Gartner pointed to research revealed earlier this week by the US Secret Service and the Carnegie Mellon University Software Engineering Institute’s Insider Threat Study, which examined 23 insider attacks between 1996 and 2002. The research found that most insider attacks – some 87pc by authorised individuals using legitimate commands for illegal purposes – involved technologically unsophisticated techniques.
Some 83pc of insider attacks occurred from within the company’s physical premises and during normal working hours. Most were motivated by the desire for financial gain rather than the desire to damage the financial institution.
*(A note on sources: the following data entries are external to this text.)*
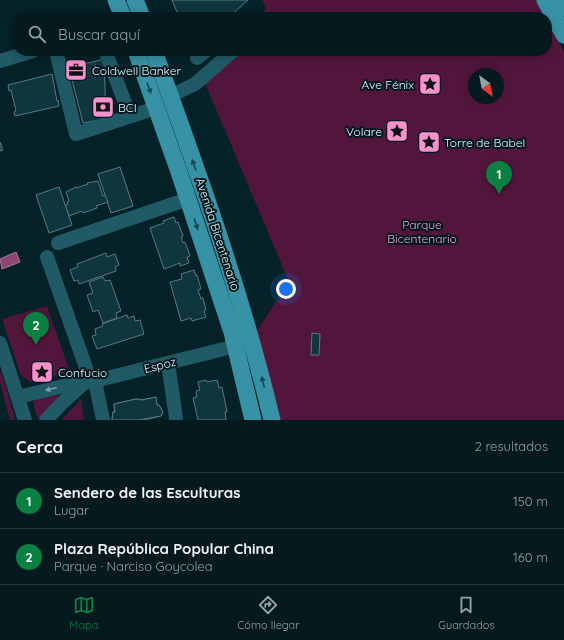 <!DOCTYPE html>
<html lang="es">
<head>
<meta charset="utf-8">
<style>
  :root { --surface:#041a1e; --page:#12272b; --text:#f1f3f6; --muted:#97a1a4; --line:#25383c; --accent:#0b8043 }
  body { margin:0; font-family:Quicksand,sans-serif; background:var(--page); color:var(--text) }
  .compass { position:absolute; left:468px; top:68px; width:36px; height:36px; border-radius:50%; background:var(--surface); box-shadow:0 2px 10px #0003; rotate:148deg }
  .you { position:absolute; left:286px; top:289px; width:14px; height:14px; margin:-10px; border:3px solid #fff; border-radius:50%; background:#1a73e8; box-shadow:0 0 0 6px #1a73e833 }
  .badge { display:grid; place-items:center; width:26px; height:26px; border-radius:50%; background:var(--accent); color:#fff; font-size:13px; font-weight:700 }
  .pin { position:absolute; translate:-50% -33px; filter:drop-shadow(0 1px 2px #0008) }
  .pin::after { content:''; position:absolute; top:21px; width:14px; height:12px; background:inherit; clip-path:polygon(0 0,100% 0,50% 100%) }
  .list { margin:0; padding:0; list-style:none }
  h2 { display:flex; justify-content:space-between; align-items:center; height:52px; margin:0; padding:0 16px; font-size:17px }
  h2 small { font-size:13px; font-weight:400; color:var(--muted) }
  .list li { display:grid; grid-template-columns:26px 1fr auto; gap:12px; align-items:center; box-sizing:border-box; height:56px; padding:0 16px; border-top:1px solid var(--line) }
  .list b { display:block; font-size:15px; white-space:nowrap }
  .list p { margin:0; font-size:13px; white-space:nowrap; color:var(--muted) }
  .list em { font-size:13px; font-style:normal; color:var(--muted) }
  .icon { flex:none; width:22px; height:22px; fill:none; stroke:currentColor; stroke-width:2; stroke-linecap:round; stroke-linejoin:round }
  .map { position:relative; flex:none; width:564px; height:420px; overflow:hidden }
  .search { position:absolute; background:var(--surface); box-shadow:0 2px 10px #0003; left:12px; right:12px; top:12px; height:44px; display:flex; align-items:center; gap:10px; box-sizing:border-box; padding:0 14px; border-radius:16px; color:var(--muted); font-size:15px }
  .sheet { height:164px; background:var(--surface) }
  nav { display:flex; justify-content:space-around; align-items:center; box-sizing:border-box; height:56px; border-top:1px solid var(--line); background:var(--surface); font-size:11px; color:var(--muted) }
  nav a { display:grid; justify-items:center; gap:2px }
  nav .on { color:var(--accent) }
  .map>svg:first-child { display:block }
  .green { fill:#52163d; fill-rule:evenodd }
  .water { fill:#8d4571; stroke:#a77b9b }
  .building { fill:#0f363e; stroke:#557b84 }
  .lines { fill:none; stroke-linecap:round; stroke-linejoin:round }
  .minor { stroke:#205a66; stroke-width:14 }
  .major { stroke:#3892a5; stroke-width:17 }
  .oneway { fill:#164954 }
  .oneway2 { fill:#78a2aa }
  .labels { text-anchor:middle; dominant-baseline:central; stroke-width:4; stroke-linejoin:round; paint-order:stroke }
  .poi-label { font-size:12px; fill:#e4f9fe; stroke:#00181e; text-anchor:start }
  .park-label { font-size:12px; fill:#f6a3d3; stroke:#00181e }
  .street-label { font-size:12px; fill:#e4f9fe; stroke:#00181e }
</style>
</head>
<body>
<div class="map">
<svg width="564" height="420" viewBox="0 0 564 420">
  <rect width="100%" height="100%" fill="#052228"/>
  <g class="green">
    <path d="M262 0H537L547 17H266L263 11 266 9Z"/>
    <path d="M547 17 564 52V420H274L256 332 289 282 205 83 240 51H547ZM474 74H498V98H474Z"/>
    <path d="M47 306 70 372 31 382 21 376 2 319Z"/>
    <path d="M0 370 8 394 15 420H10L0 383Z"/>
    <path d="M57 395 58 398 40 418H37L33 401 35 399Z"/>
    <path d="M81 399 84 420H62Z"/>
  </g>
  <path class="water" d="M16 252 20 262 2 269 0 259Z"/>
  <g class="building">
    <path d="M172 0H248L229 17H179Z"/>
    <path d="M104 59 106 119 83 123 69 68Z"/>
    <path d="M52 74 57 101 58 100 59 106 15 116 14 112 16 111 11 90 9 91 8 85Z"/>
    <path d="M0 142 3 150 0 151Z"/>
    <path d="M120 167 133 206 111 213 98 174Z"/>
    <path d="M98 181 103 196 105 195 108 202 96 206 97 208 83 213 82 211 69 216 65 205 68 204 67 202 69 201 66 192 76 187V188L88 184 87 183Z"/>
    <path d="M59 187 72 225 49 233 36 195Z"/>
    <path d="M174 217 176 223 178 222 183 236 181 237 183 243 185 242 190 256 187 257 189 263 180 266V263L164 269 150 228 164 223 163 221Z"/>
    <path d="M106 253 107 257 115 254 119 265 115 267 116 271 79 284 78 280 74 281 70 270 78 267 77 264Z"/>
    <path d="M194 270 196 276 197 275 201 289 198 290 201 299 203 298 206 310 204 311 206 317 192 321 191 318 181 321 170 282 182 279 181 274Z"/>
    <path d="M103 277 105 281 110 280 121 311 116 313 117 318 103 323 98 310 93 312 87 295 93 293 89 282Z"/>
    <path d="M127 315 128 318 134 316 135 321 140 320 144 334 97 349 92 336 96 335 95 329 103 326 102 324Z"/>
    <path d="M312 333 320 334 319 355H311Z"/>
    <path d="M206 380 207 382 217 380 219 388 222 387 227 412H225L226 420H198L193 398 197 397 196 391 200 390 198 382Z"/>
    <path d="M156 397 157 405H159L163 412 161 416 144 420H112L113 412H115L114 404 136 399 142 400Z"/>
    <path d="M156 397 157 405H159L163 412 161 416 139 420H112L113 412H115L114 404 136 399 142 400Z"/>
  </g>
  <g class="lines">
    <g class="minor">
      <path d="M56 51 76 134 156 108"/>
      <path d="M106 53 130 116"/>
      <path d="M197 58 206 51"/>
      <path d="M0 61 33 51"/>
      <path d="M170 96 195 84 233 51"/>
      <path d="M58 243 188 199"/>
      <path d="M47 257 91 382"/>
      <path d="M0 343 25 420"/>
      <path d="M168 363 176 418"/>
      <path d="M95 381 103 420"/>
      <path d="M18 397 68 385 95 381 236 346"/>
      <path d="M46 420 63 402 84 383"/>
    </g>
    <g class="major">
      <path d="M116 0 123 17"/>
      <path d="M135 0 142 17"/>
      <path d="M545 0 564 35"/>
      <path d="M560 0 564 8"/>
      <path d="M136 51 179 172 232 332 253 420"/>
      <path d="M154 51C198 172 242 294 272 420"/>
    </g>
  </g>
  <defs><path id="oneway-solid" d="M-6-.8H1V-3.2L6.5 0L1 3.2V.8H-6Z"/></defs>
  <g class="oneway">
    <use href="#oneway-solid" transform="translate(149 88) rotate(70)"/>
    <use href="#oneway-solid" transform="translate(194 165) rotate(-109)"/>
    <use href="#oneway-solid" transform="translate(196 224) rotate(72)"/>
    <use href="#oneway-solid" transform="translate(263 382) rotate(-103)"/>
  </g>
  <use class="oneway2" href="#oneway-solid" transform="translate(51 389) rotate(166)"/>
  <defs>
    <g id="office-square" transform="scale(1.15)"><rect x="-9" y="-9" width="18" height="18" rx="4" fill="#f790cd" stroke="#00181e"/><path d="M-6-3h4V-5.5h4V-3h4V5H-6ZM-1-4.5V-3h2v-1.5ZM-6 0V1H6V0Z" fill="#111"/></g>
    <g id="sight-square" transform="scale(1.15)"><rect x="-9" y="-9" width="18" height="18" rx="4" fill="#f790cd" stroke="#00181e"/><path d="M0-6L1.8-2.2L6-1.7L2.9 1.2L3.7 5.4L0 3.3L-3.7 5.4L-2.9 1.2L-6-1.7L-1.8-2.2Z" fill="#111"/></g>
    <g id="bank-square" transform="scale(1.15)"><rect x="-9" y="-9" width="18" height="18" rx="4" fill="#f790cd" stroke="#00181e"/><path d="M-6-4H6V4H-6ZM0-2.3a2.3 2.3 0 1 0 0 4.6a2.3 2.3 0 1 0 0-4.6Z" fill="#111"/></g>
  </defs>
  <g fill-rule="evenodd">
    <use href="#office-square" x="76" y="70"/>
    <use href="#sight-square" x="430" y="84"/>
    <use href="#bank-square" x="103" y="107"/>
    <use href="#sight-square" x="397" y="131"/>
    <use href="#sight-square" x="429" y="142"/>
    <use href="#sight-square" x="42" y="372"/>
  </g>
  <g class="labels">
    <g class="poi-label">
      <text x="92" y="70">Coldwell Banker</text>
      <text x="414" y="84" text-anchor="end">Ave Fénix</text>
      <text x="118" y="107">BCI</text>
      <text x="382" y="131" text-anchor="end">Volare</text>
      <text x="444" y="142">Torre de Babel</text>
      <text x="58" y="372">Confucio</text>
    </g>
    <g class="park-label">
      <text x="422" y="224">Parque<tspan x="422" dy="14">Bicentenario</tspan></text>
    </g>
    <g class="street-label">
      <text transform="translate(218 234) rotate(72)">Avenida Bicentenario</text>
      <text transform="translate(160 365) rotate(-14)">Espoz</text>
    </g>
  </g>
</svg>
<svg class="compass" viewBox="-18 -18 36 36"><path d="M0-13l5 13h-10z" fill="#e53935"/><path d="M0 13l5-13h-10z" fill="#97a1a4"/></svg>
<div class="you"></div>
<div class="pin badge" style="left:499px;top:194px">1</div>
<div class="pin badge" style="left:36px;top:345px">2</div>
<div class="search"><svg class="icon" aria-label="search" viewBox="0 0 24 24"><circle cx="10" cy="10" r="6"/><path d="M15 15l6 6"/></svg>Buscar aquí</div>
</div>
<section class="sheet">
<h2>Cerca<small>2 resultados</small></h2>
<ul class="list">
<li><span class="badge">1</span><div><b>Sendero de las Esculturas</b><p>Lugar</p></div><em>150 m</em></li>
<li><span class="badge">2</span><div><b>Plaza República Popular China</b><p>Parque · Narciso Goycolea</p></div><em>160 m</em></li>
</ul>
</section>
<nav>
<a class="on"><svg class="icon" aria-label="map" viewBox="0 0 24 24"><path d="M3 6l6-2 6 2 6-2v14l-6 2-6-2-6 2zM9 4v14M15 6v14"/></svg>Mapa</a>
<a><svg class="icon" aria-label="directions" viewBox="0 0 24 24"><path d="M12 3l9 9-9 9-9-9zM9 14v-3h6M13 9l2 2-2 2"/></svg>Cómo llegar</a>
<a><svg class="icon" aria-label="saved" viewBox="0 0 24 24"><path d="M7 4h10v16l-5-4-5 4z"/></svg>Guardados</a>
</nav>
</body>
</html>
The financial loss from the attacks was significant, with 30pc of institutions reporting losses in excess of US$500k (€413,989).
The research by the US Secret Service, Gartner says, confirmed its own earlier research that showed that insiders represent a significant and underappreciated class of threat agent, with the problem accounting for the majority of financial losses from unauthorised use of computers and networks by 2008.
Advising financial institutions to be vigilant, Gartner analyst Ricard De Lotto advises that firms should immediately conduct a confidential inventory of individuals and groups with a fiscal or other interest in the company’s future; detailed knowledge of the company’s business processes, applications, technology infrastructure or control mechanisms; or the opportunity to access or influence the company’s processes.
Financial institutions should also determine whether these parties could possess the technical ability and the means to damage the company’s systems or misuse information.
Firms must reduce or eliminate the threat wherever possible by taking steps such as changing passwords and access rights immediately when an insider’s status changes; such as when an employee leaves, relationships with auditors or suppliers change or when consultants complete a project.
“Insider threats will never be eliminated completely. However, stakeholder risk analysis of this type can significantly limit these threats. Reduce blind spots and institutional bias by having your research, analysis and response plans studied by both outside specialists and legal counsel,” De Lotto recommends.